**Task:**
I need the records below retyped exactly.
** Supplied data follows **
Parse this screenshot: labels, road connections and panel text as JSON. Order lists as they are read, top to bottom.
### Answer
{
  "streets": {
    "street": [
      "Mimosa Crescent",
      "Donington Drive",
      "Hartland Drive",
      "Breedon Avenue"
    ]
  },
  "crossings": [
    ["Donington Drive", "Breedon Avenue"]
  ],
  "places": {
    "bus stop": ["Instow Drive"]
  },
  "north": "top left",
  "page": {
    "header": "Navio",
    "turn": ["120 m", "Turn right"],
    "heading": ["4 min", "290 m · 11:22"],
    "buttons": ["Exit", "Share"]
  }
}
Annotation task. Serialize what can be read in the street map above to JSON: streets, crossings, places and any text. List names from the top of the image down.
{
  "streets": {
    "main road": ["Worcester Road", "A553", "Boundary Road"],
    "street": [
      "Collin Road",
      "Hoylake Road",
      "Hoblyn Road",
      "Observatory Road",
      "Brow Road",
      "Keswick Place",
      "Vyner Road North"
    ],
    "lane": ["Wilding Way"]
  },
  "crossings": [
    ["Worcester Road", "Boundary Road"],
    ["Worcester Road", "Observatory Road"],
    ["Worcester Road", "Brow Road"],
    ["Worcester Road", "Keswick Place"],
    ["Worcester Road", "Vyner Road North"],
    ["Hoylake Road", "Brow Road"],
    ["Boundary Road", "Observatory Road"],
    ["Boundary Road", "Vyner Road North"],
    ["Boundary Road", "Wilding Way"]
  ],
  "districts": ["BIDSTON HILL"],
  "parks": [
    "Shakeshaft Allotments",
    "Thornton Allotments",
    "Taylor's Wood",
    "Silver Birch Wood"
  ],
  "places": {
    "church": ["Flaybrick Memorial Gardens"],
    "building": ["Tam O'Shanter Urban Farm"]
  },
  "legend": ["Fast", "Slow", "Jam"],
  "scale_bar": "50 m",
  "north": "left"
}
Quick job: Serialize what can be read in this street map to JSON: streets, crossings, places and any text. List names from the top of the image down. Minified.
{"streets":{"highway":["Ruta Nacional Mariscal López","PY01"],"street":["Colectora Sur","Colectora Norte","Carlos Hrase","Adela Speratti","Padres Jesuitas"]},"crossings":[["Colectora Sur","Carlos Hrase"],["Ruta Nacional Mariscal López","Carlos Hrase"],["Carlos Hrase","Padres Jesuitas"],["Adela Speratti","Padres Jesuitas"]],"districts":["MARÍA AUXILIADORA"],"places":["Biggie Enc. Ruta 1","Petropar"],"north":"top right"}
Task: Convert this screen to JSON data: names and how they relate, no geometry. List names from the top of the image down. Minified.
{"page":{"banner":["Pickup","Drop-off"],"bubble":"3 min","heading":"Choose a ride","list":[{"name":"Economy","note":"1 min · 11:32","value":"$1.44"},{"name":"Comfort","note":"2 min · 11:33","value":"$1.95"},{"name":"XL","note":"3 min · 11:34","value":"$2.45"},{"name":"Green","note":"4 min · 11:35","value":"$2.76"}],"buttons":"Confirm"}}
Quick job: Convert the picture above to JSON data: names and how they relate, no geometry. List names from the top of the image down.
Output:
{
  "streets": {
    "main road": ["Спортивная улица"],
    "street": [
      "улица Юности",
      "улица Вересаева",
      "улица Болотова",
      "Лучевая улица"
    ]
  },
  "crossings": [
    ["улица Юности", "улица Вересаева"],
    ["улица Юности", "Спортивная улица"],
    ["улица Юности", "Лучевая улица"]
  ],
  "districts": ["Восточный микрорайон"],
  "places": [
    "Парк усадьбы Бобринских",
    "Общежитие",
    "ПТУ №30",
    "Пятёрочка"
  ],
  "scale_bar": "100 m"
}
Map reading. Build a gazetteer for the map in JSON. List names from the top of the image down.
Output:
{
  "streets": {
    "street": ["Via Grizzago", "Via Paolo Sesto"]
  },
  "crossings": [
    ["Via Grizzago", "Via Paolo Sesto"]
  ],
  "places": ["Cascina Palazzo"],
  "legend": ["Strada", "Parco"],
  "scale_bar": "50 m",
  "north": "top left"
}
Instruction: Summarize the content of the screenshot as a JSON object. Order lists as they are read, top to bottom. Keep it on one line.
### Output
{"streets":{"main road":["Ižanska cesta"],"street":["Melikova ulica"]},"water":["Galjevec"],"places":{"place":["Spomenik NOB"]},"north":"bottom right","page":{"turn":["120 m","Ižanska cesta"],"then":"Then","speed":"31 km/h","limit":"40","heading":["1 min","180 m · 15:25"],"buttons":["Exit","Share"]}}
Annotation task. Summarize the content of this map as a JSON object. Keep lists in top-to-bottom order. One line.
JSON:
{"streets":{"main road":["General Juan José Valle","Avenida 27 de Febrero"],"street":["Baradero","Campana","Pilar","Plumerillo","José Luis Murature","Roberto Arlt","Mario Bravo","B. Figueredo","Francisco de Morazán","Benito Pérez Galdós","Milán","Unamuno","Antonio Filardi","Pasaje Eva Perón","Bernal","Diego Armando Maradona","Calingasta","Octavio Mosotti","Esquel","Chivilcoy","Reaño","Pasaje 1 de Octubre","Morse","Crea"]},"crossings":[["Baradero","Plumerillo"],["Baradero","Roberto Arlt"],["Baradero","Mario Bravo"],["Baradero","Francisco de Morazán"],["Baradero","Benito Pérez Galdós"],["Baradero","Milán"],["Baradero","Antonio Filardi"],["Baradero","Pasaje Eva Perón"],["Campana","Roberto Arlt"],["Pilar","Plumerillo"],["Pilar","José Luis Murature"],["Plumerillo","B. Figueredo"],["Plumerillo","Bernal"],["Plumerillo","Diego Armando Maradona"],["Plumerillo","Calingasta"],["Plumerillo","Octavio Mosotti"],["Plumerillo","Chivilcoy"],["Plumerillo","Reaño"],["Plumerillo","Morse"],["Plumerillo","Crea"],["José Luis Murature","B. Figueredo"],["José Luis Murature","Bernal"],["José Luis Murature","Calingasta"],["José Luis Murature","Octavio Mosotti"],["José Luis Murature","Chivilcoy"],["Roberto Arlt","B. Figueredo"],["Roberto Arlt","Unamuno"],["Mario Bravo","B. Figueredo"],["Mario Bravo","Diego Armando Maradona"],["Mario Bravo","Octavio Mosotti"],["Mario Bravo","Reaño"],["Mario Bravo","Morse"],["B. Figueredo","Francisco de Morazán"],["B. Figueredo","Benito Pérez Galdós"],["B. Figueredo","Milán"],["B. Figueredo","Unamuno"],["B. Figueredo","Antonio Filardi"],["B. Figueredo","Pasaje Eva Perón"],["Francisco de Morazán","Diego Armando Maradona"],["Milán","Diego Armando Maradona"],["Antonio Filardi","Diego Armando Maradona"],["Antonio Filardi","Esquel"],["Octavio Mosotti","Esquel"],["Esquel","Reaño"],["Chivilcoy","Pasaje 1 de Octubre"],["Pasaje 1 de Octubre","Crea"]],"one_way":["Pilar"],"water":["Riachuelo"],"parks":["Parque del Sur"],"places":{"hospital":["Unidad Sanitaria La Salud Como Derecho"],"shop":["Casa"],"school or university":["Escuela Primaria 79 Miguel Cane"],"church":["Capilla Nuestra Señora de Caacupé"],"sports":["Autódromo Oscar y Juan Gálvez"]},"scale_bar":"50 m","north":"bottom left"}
** End of Supplied data **
**Solution to this task:**
Parse this screenshot: labels, road connections and panel text as JSON. Order lists as they are read, top to bottom.
### Answer
{
  "streets": {
    "street": [
      "Mimosa Crescent",
      "Donington Drive",
      "Hartland Drive",
      "Breedon Avenue"
    ]
  },
  "crossings": [
    ["Donington Drive", "Breedon Avenue"]
  ],
  "places": {
    "bus stop": ["Instow Drive"]
  },
  "north": "top left",
  "page": {
    "header": "Navio",
    "turn": ["120 m", "Turn right"],
    "heading": ["4 min", "290 m · 11:22"],
    "buttons": ["Exit", "Share"]
  }
}
Annotation task. Serialize what can be read in the street map above to JSON: streets, crossings, places and any text. List names from the top of the image down.
{
  "streets": {
    "main road": ["Worcester Road", "A553", "Boundary Road"],
    "street": [
      "Collin Road",
      "Hoylake Road",
      "Hoblyn Road",
      "Observatory Road",
      "Brow Road",
      "Keswick Place",
      "Vyner Road North"
    ],
    "lane": ["Wilding Way"]
  },
  "crossings": [
    ["Worcester Road", "Boundary Road"],
    ["Worcester Road", "Observatory Road"],
    ["Worcester Road", "Brow Road"],
    ["Worcester Road", "Keswick Place"],
    ["Worcester Road", "Vyner Road North"],
    ["Hoylake Road", "Brow Road"],
    ["Boundary Road", "Observatory Road"],
    ["Boundary Road", "Vyner Road North"],
    ["Boundary Road", "Wilding Way"]
  ],
  "districts": ["BIDSTON HILL"],
  "parks": [
    "Shakeshaft Allotments",
    "Thornton Allotments",
    "Taylor's Wood",
    "Silver Birch Wood"
  ],
  "places": {
    "church": ["Flaybrick Memorial Gardens"],
    "building": ["Tam O'Shanter Urban Farm"]
  },
  "legend": ["Fast", "Slow", "Jam"],
  "scale_bar": "50 m",
  "north": "left"
}
Quick job: Serialize what can be read in this street map to JSON: streets, crossings, places and any text. List names from the top of the image down. Minified.
{"streets":{"highway":["Ruta Nacional Mariscal López","PY01"],"street":["Colectora Sur","Colectora Norte","Carlos Hrase","Adela Speratti","Padres Jesuitas"]},"crossings":[["Colectora Sur","Carlos Hrase"],["Ruta Nacional Mariscal López","Carlos Hrase"],["Carlos Hrase","Padres Jesuitas"],["Adela Speratti","Padres Jesuitas"]],"districts":["MARÍA AUXILIADORA"],"places":["Biggie Enc. Ruta 1","Petropar"],"north":"top right"}
Task: Convert this screen to JSON data: names and how they relate, no geometry. List names from the top of the image down. Minified.
{"page":{"banner":["Pickup","Drop-off"],"bubble":"3 min","heading":"Choose a ride","list":[{"name":"Economy","note":"1 min · 11:32","value":"$1.44"},{"name":"Comfort","note":"2 min · 11:33","value":"$1.95"},{"name":"XL","note":"3 min · 11:34","value":"$2.45"},{"name":"Green","note":"4 min · 11:35","value":"$2.76"}],"buttons":"Confirm"}}
Quick job: Convert the picture above to JSON data: names and how they relate, no geometry. List names from the top of the image down.
Output:
{
  "streets": {
    "main road": ["Спортивная улица"],
    "street": [
      "улица Юности",
      "улица Вересаева",
      "улица Болотова",
      "Лучевая улица"
    ]
  },
  "crossings": [
    ["улица Юности", "улица Вересаева"],
    ["улица Юности", "Спортивная улица"],
    ["улица Юности", "Лучевая улица"]
  ],
  "districts": ["Восточный микрорайон"],
  "places": [
    "Парк усадьбы Бобринских",
    "Общежитие",
    "ПТУ №30",
    "Пятёрочка"
  ],
  "scale_bar": "100 m"
}
Map reading. Build a gazetteer for the map in JSON. List names from the top of the image down.
Output:
{
  "streets": {
    "street": ["Via Grizzago", "Via Paolo Sesto"]
  },
  "crossings": [
    ["Via Grizzago", "Via Paolo Sesto"]
  ],
  "places": ["Cascina Palazzo"],
  "legend": ["Strada", "Parco"],
  "scale_bar": "50 m",
  "north": "top left"
}
Instruction: Summarize the content of the screenshot as a JSON object. Order lists as they are read, top to bottom. Keep it on one line.
### Output
{"streets":{"main road":["Ižanska cesta"],"street":["Melikova ulica"]},"water":["Galjevec"],"places":{"place":["Spomenik NOB"]},"north":"bottom right","page":{"turn":["120 m","Ižanska cesta"],"then":"Then","speed":"31 km/h","limit":"40","heading":["1 min","180 m · 15:25"],"buttons":["Exit","Share"]}}
Annotation task. Summarize the content of this map as a JSON object. Keep lists in top-to-bottom order. One line.
JSON:
{"streets":{"main road":["General Juan José Valle","Avenida 27 de Febrero"],"street":["Baradero","Campana","Pilar","Plumerillo","José Luis Murature","Roberto Arlt","Mario Bravo","B. Figueredo","Francisco de Morazán","Benito Pérez Galdós","Milán","Unamuno","Antonio Filardi","Pasaje Eva Perón","Bernal","Diego Armando Maradona","Calingasta","Octavio Mosotti","Esquel","Chivilcoy","Reaño","Pasaje 1 de Octubre","Morse","Crea"]},"crossings":[["Baradero","Plumerillo"],["Baradero","Roberto Arlt"],["Baradero","Mario Bravo"],["Baradero","Francisco de Morazán"],["Baradero","Benito Pérez Galdós"],["Baradero","Milán"],["Baradero","Antonio Filardi"],["Baradero","Pasaje Eva Perón"],["Campana","Roberto Arlt"],["Pilar","Plumerillo"],["Pilar","José Luis Murature"],["Plumerillo","B. Figueredo"],["Plumerillo","Bernal"],["Plumerillo","Diego Armando Maradona"],["Plumerillo","Calingasta"],["Plumerillo","Octavio Mosotti"],["Plumerillo","Chivilcoy"],["Plumerillo","Reaño"],["Plumerillo","Morse"],["Plumerillo","Crea"],["José Luis Murature","B. Figueredo"],["José Luis Murature","Bernal"],["José Luis Murature","Calingasta"],["José Luis Murature","Octavio Mosotti"],["José Luis Murature","Chivilcoy"],["Roberto Arlt","B. Figueredo"],["Roberto Arlt","Unamuno"],["Mario Bravo","B. Figueredo"],["Mario Bravo","Diego Armando Maradona"],["Mario Bravo","Octavio Mosotti"],["Mario Bravo","Reaño"],["Mario Bravo","Morse"],["B. Figueredo","Francisco de Morazán"],["B. Figueredo","Benito Pérez Galdós"],["B. Figueredo","Milán"],["B. Figueredo","Unamuno"],["B. Figueredo","Antonio Filardi"],["B. Figueredo","Pasaje Eva Perón"],["Francisco de Morazán","Diego Armando Maradona"],["Milán","Diego Armando Maradona"],["Antonio Filardi","Diego Armando Maradona"],["Antonio Filardi","Esquel"],["Octavio Mosotti","Esquel"],["Esquel","Reaño"],["Chivilcoy","Pasaje 1 de Octubre"],["Pasaje 1 de Octubre","Crea"]],"one_way":["Pilar"],"water":["Riachuelo"],"parks":["Parque del Sur"],"places":{"hospital":["Unidad Sanitaria La Salud Como Derecho"],"shop":["Casa"],"school or university":["Escuela Primaria 79 Miguel Cane"],"church":["Capilla Nuestra Señora de Caacupé"],"sports":["Autódromo Oscar y Juan Gálvez"]},"scale_bar":"50 m","north":"bottom left"}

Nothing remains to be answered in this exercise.